# Stored data entries:
- Opening Delimiter -
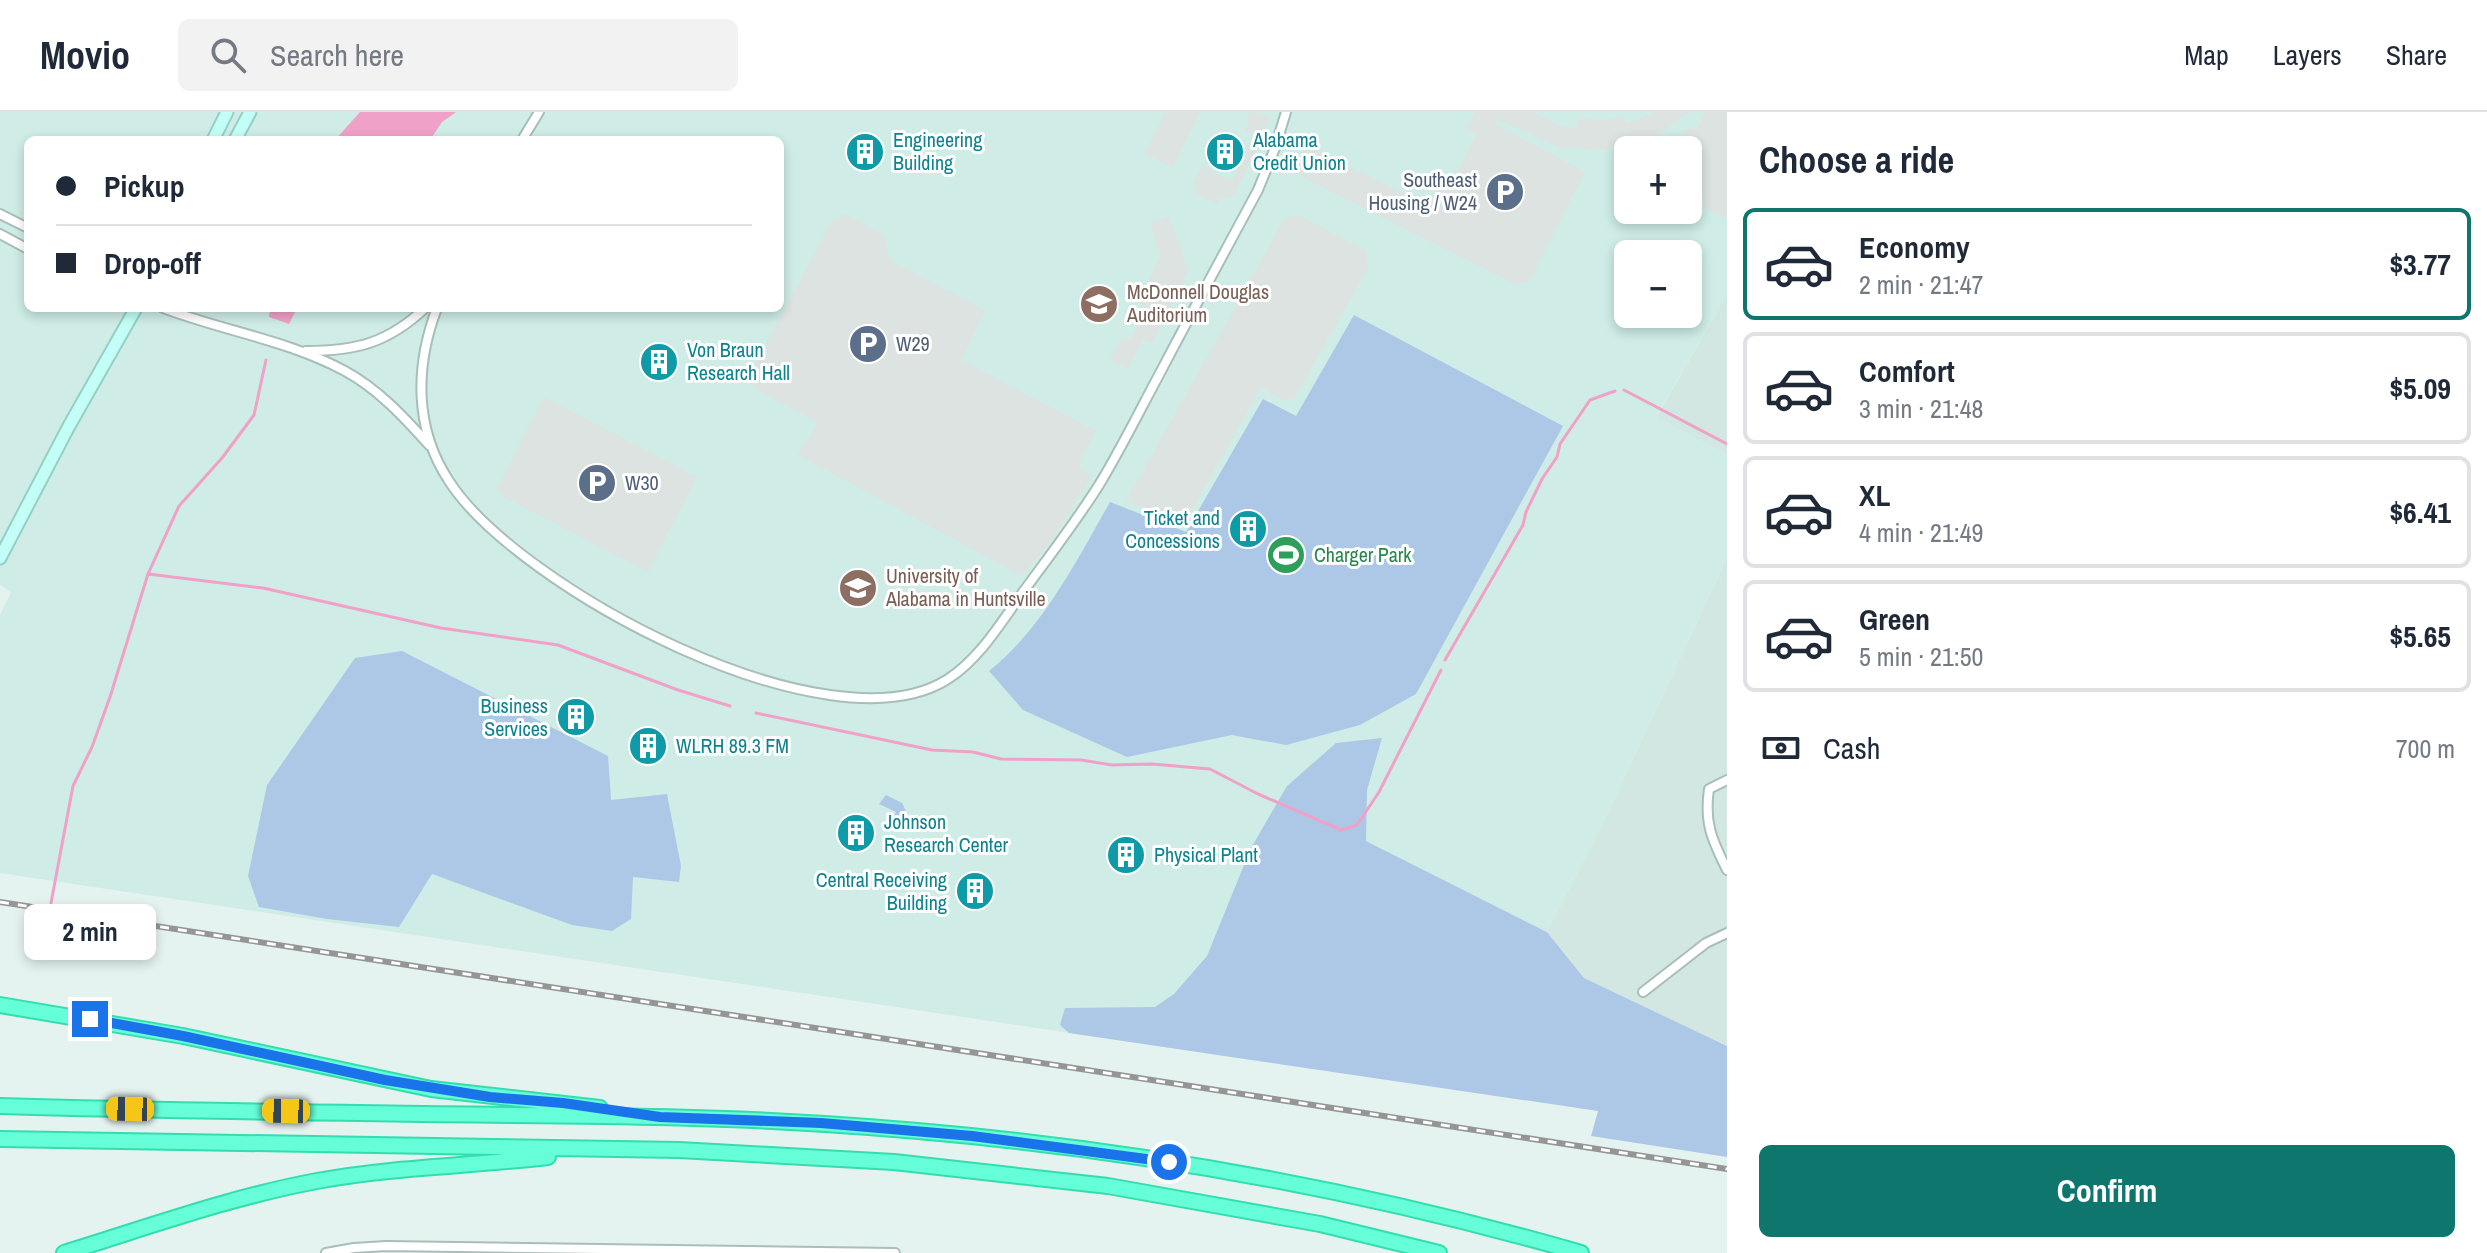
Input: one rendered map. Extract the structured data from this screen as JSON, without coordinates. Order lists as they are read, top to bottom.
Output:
{
  "places": {
    "building": [
      "Engineering Building",
      "Alabama Credit Union",
      "Von Braun Research Hall",
      "Ticket and Concessions",
      "Business Services",
      "WLRH 89.3 FM",
      "Johnson Research Center",
      "Physical Plant",
      "Central Receiving Building"
    ],
    "parking": ["Southeast Housing / W24", "W29", "W30"],
    "school or university": ["McDonnell Douglas Auditorium", "University of Alabama in Huntsville"],
    "sports": ["Charger Park"]
  },
  "page": {
    "header": "Movio",
    "search": "Search here",
    "nav": ["Map", "Layers", "Share"],
    "heading": "Choose a ride",
    "map_buttons": ["+", "−"],
    "banner": ["Pickup", "Drop-off"],
    "list": [
      {
        "name": "Economy",
        "note": "2 min · 21:47",
        "value": "$3.77"
      },
      {
        "name": "Comfort",
        "note": "3 min · 21:48",
        "value": "$5.09"
      },
      {
        "name": "XL",
        "note": "4 min · 21:49",
        "value": "$6.41"
      },
      {
        "name": "Green",
        "note": "5 min · 21:50",
        "value": "$5.65"
      }
    ],
    "pay": ["Cash", "700 m"],
    "bubble": "2 min",
    "buttons": "Confirm"
  }
}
- Closing Delimiter -
Look over the entries for "value", then copy every line that includes that string.

        "value": "$3.77"
        "value": "$5.09"
        "value": "$6.41"
        "value": "$5.65"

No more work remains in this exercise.